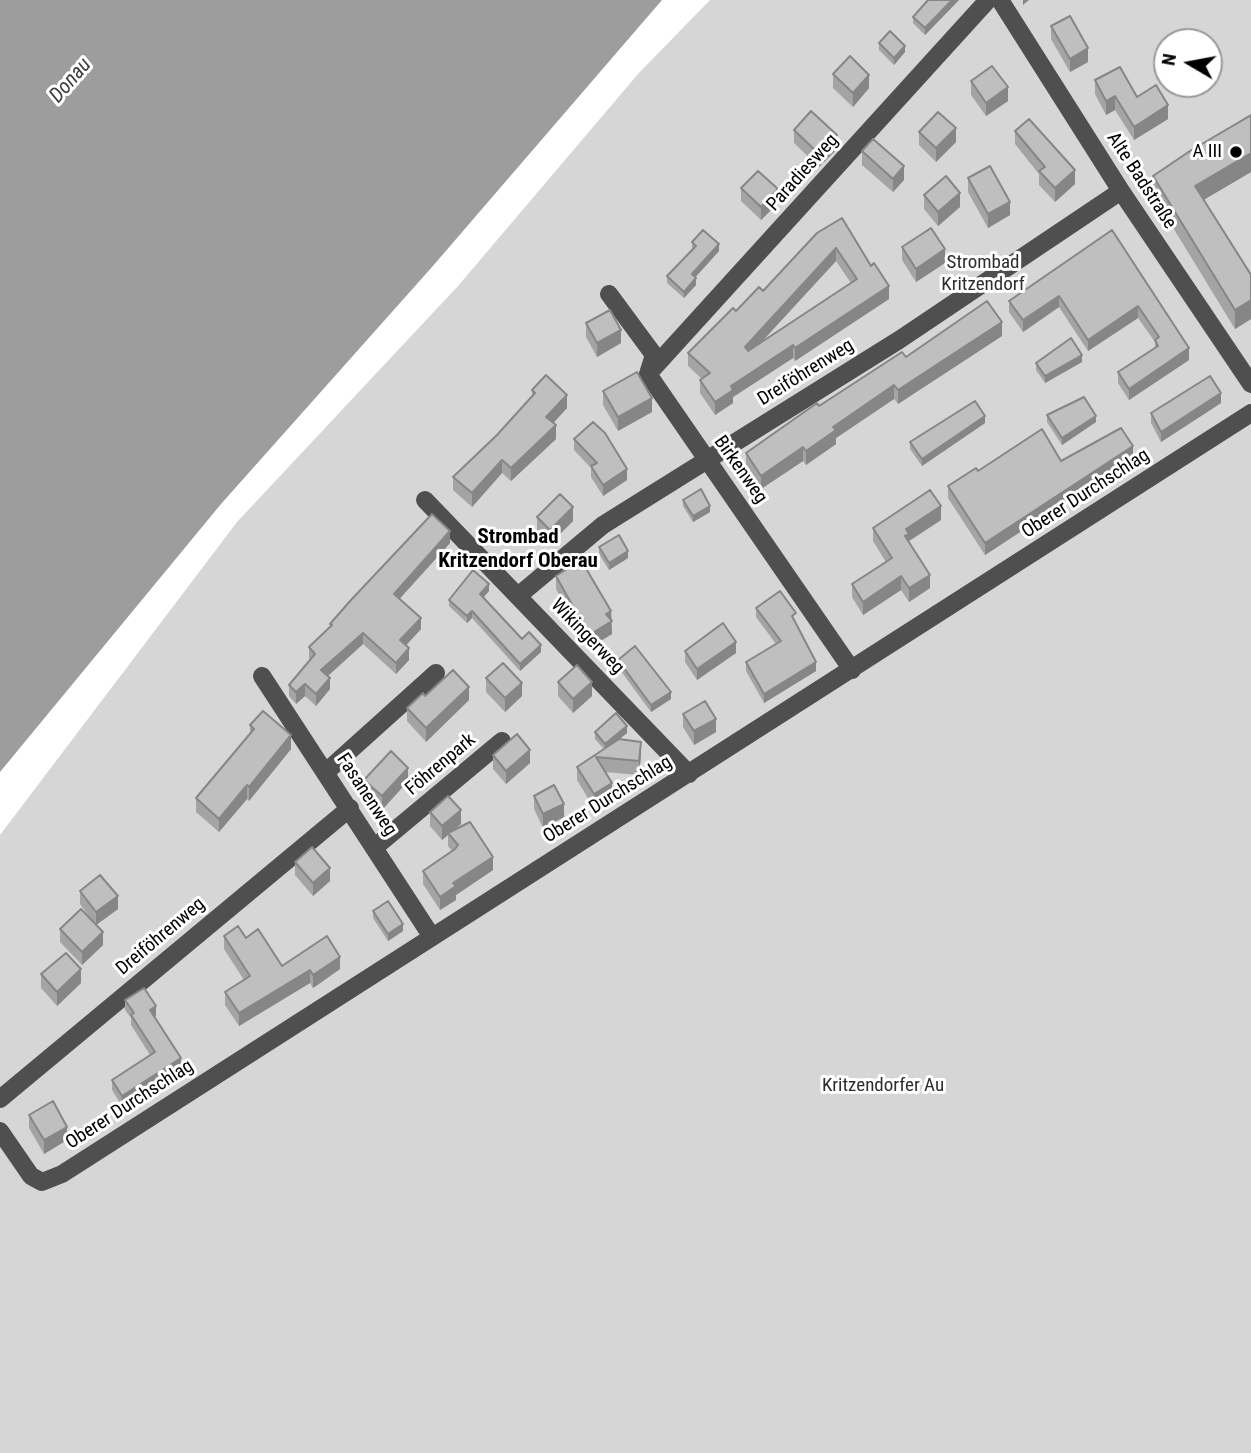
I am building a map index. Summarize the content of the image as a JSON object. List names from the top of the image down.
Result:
{
  "streets": {
    "street": [
      "Paradiesweg",
      "Alte Badstraße",
      "Dreiföhrenweg",
      "Birkenweg",
      "Oberer Durchschlag",
      "Wikingerweg",
      "Föhrenpark",
      "Fasanenweg"
    ]
  },
  "crossings": [
    ["Paradiesweg", "Birkenweg"],
    ["Alte Badstraße", "Dreiföhrenweg"],
    ["Dreiföhrenweg", "Birkenweg"],
    ["Dreiföhrenweg", "Wikingerweg"],
    ["Dreiföhrenweg", "Fasanenweg"],
    ["Birkenweg", "Oberer Durchschlag"],
    ["Oberer Durchschlag", "Wikingerweg"],
    ["Oberer Durchschlag", "Fasanenweg"],
    ["Föhrenpark", "Fasanenweg"]
  ],
  "districts": ["Strombad Kritzendorf Oberau"],
  "water": ["Donau"],
  "parks": ["Strombad Kritzendorf", "Kritzendorfer Au"],
  "places": ["A III"],
  "north": "left"
}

++++

§ Aim of the task: All lines of the records above that carry the word "Föhrenpark" should be listed.

§ Written solution:
      "Föhrenpark",
    ["Föhrenpark", "Fasanenweg"]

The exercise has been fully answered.